How many lines in the entries below include the string "above"? Answer with the number only.

RECORDS FOR THIS TASK:
:::::

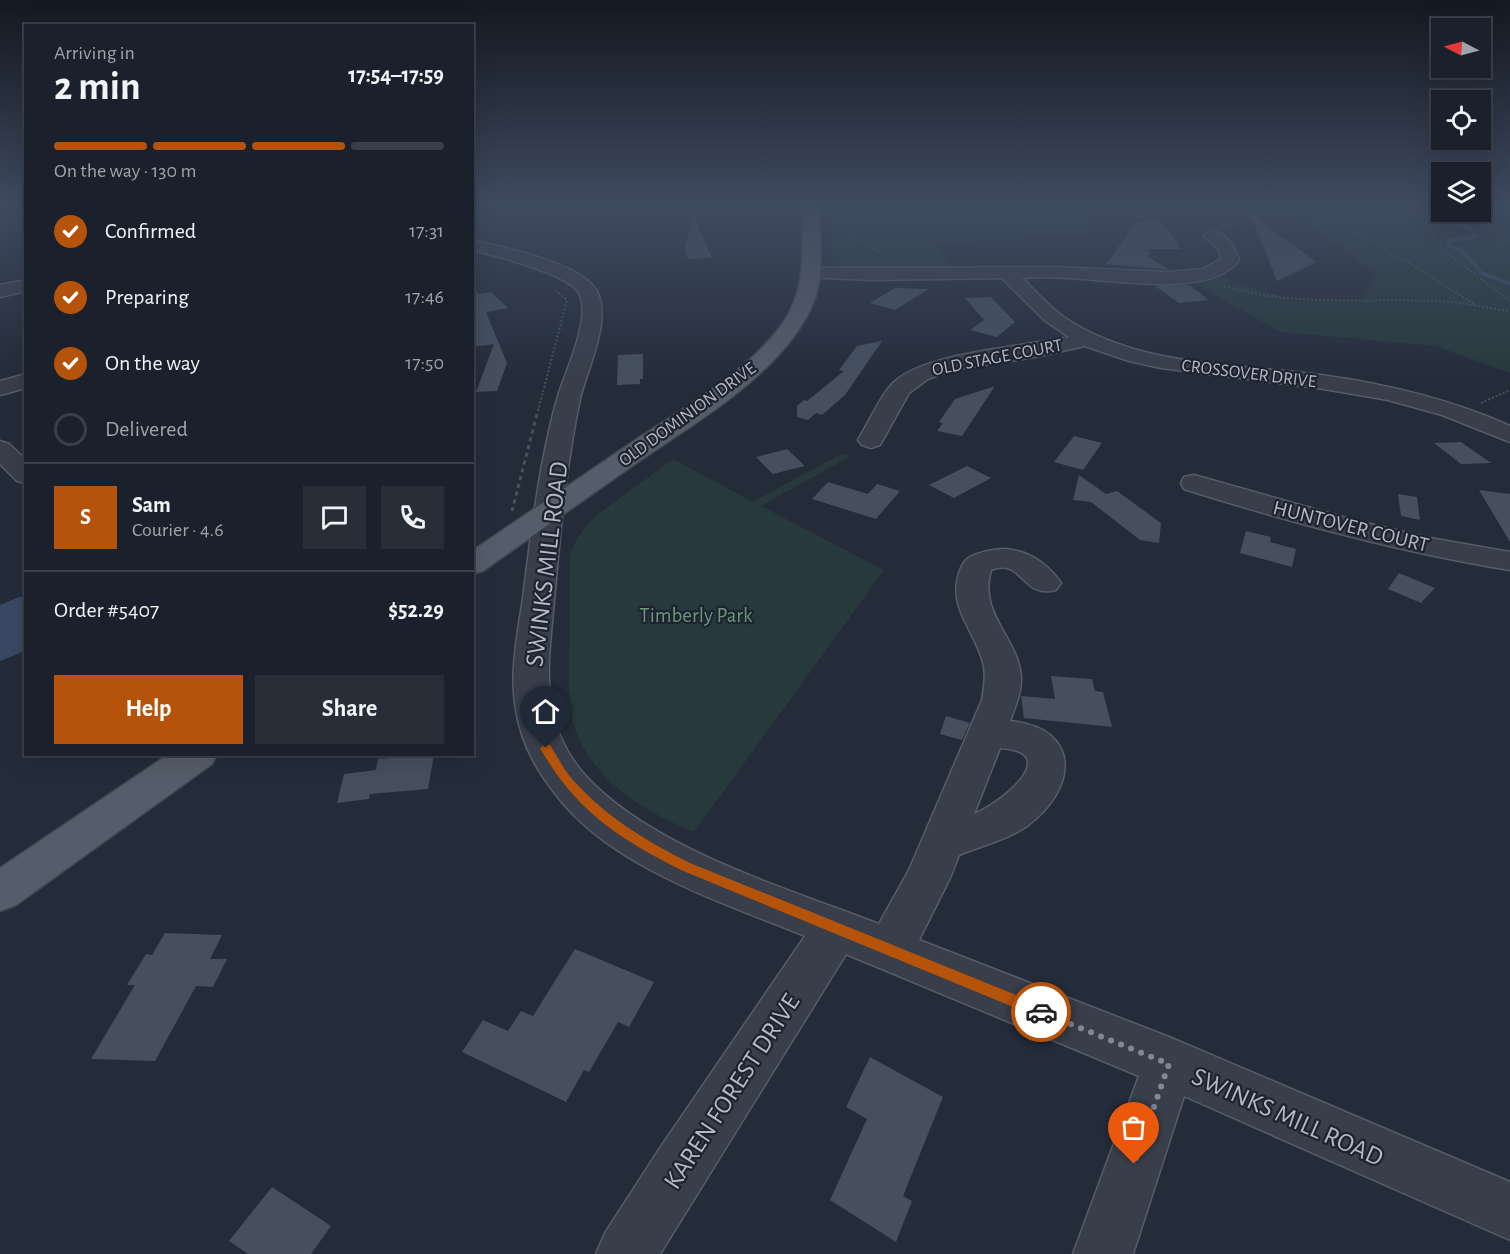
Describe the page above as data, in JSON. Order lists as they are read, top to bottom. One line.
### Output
{"streets":{"main road":["OLD DOMINION DRIVE"],"street":["OLD STAGE COURT","CROSSOVER DRIVE","HUNTOVER COURT","SWINKS MILL ROAD","KAREN FOREST DRIVE"]},"crossings":[["OLD STAGE COURT","CROSSOVER DRIVE"],["OLD DOMINION DRIVE","SWINKS MILL ROAD"],["SWINKS MILL ROAD","KAREN FOREST DRIVE"]],"parks":["Timberly Park"],"north":"left","page":{"heading":["2 min","Arriving in","17:54–17:59"],"panel":["Sam","Courier · 4.6","Order #5407","$52.29"],"bar":"On the way · 130 m","list":[["Confirmed","17:31"],["Preparing","17:46"],["On the way","17:50"],"Delivered"],"round":"S","buttons":["Help","Share"]}}
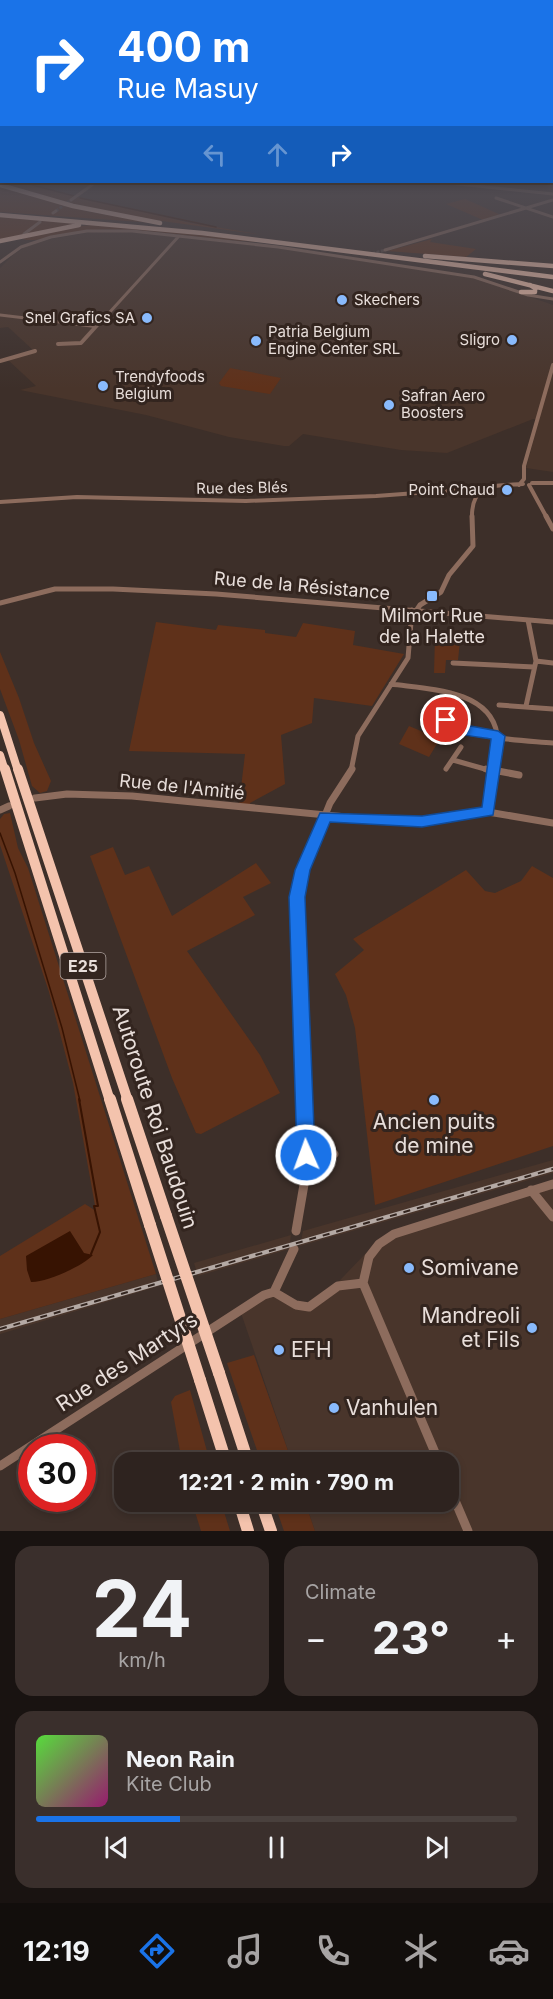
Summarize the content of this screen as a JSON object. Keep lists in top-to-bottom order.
{
  "streets": {
    "highway": ["E25", "Autoroute Roi Baudouin"],
    "street": [
      "Rue des Blés",
      "Rue de la Résistance",
      "Rue de l'Amitié",
      "Rue des Martyrs"
    ]
  },
  "places": {
    "other": [
      "Skechers",
      "Snel Grafics SA",
      "Sligro",
      "Patria Belgium Engine Center SRL",
      "Trendyfoods Belgium",
      "Safran Aero Boosters",
      "Point Chaud",
      "Ancien puits de mine",
      "Somivane",
      "Mandreoli et Fils",
      "EFH",
      "Vanhulen"
    ],
    "transit": ["Milmort Rue de la Halette"]
  },
  "page": {
    "turn": ["400 m", "Rue Masuy"],
    "limit": "30",
    "trip": "12:21 · 2 min · 790 m",
    "tile": [
      ["24", "km/h"],
      "Climate"
    ],
    "heat": ["−", "23°", "+"],
    "song": ["Neon Rain", "Kite Club"],
    "tabs": "12:19"
  }
}
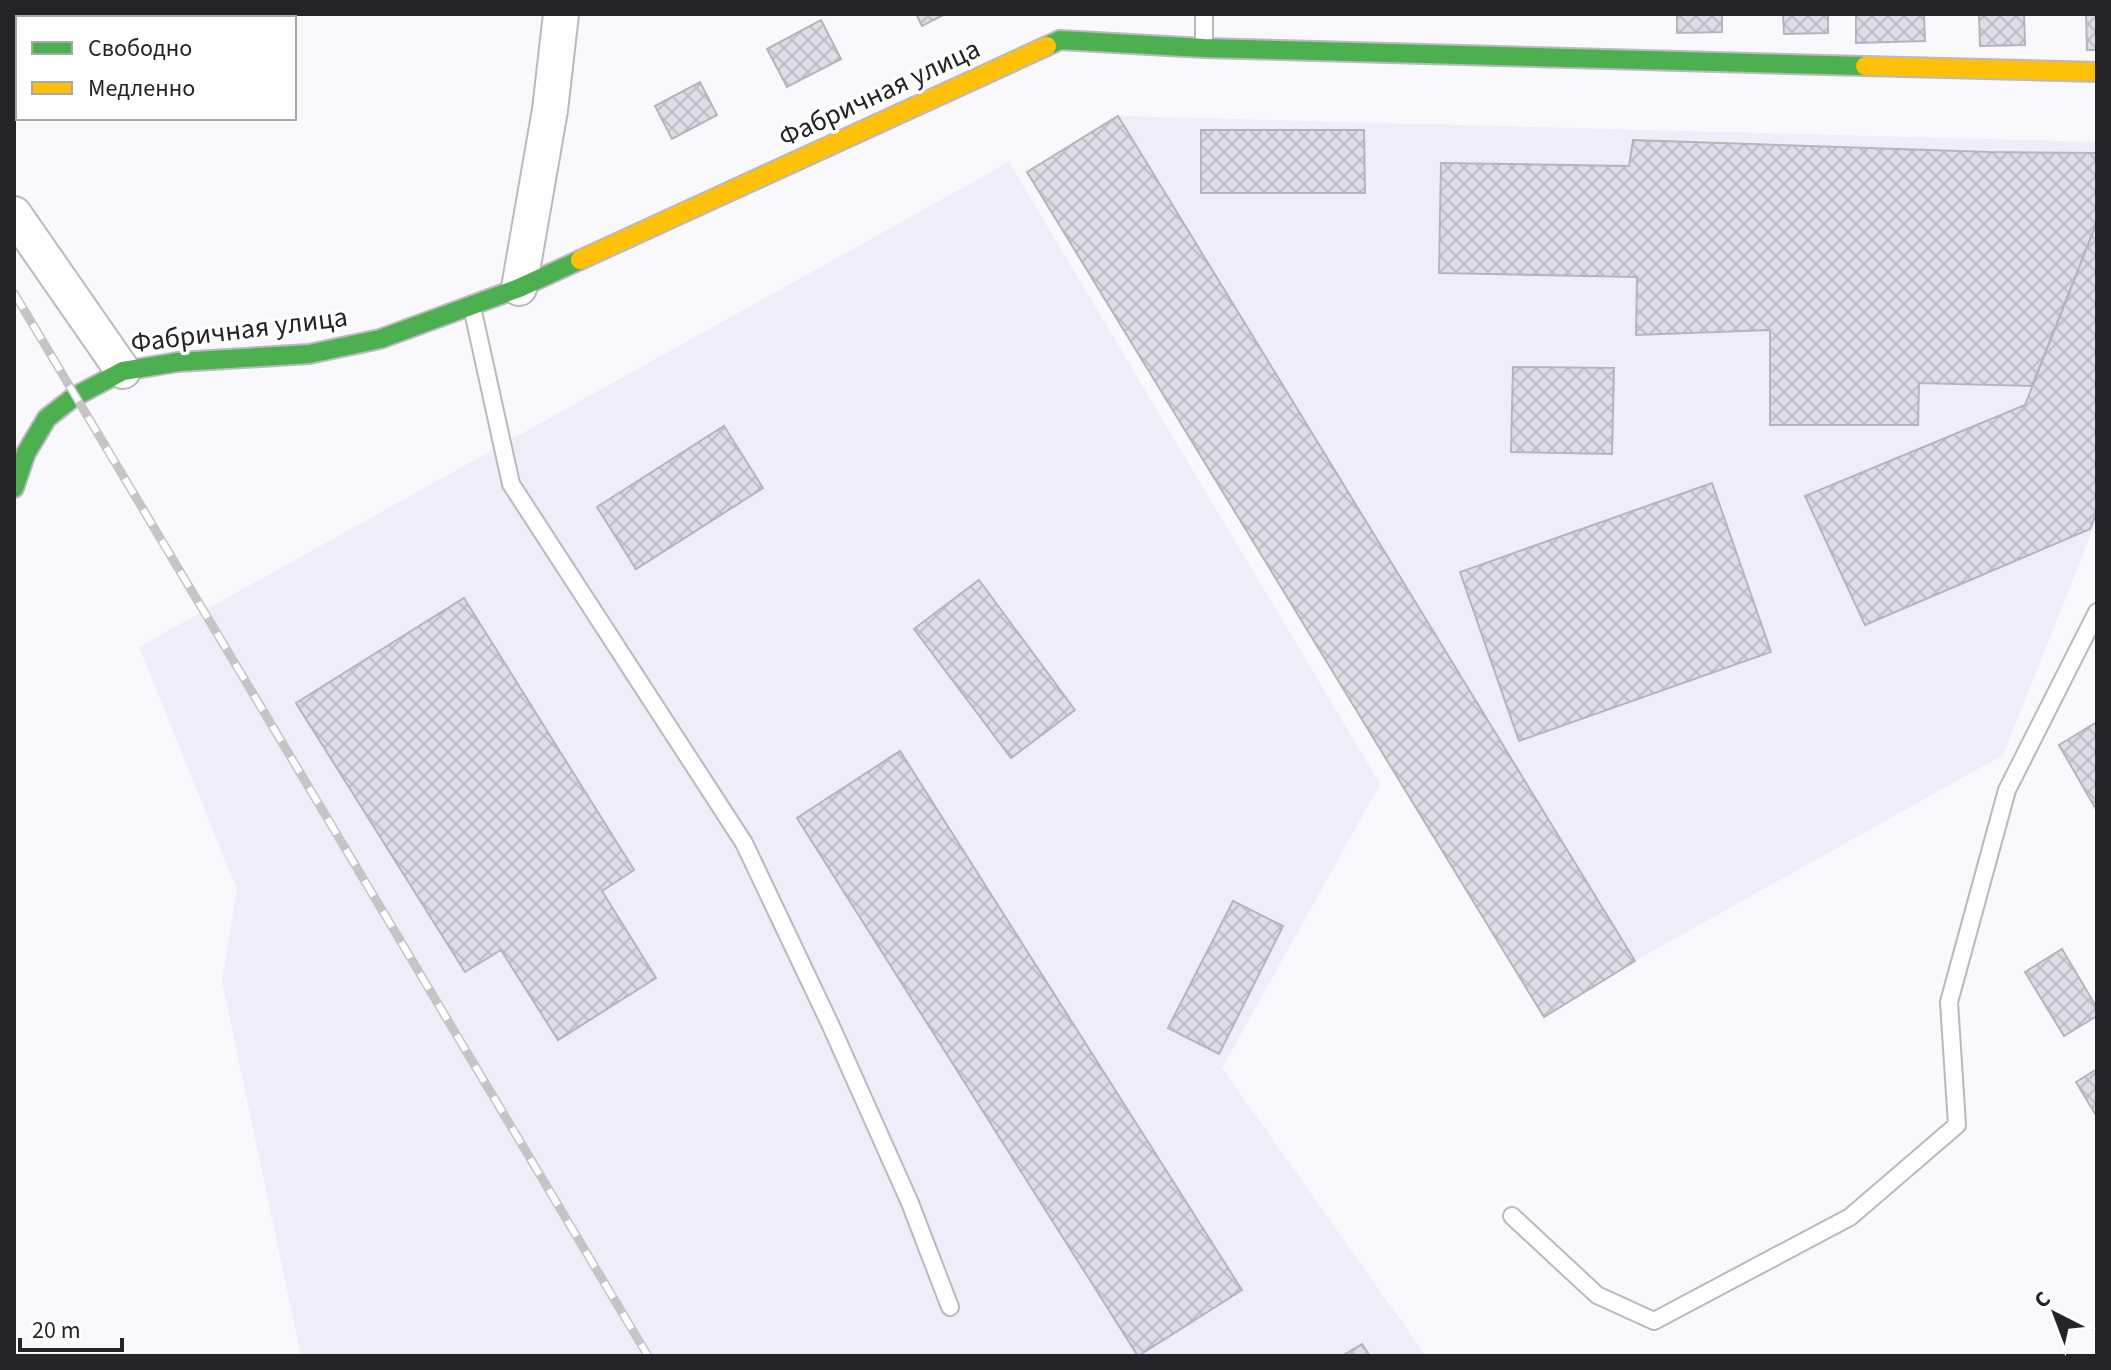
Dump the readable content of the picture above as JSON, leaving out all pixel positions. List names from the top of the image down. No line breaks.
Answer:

:::::

RESULT: 2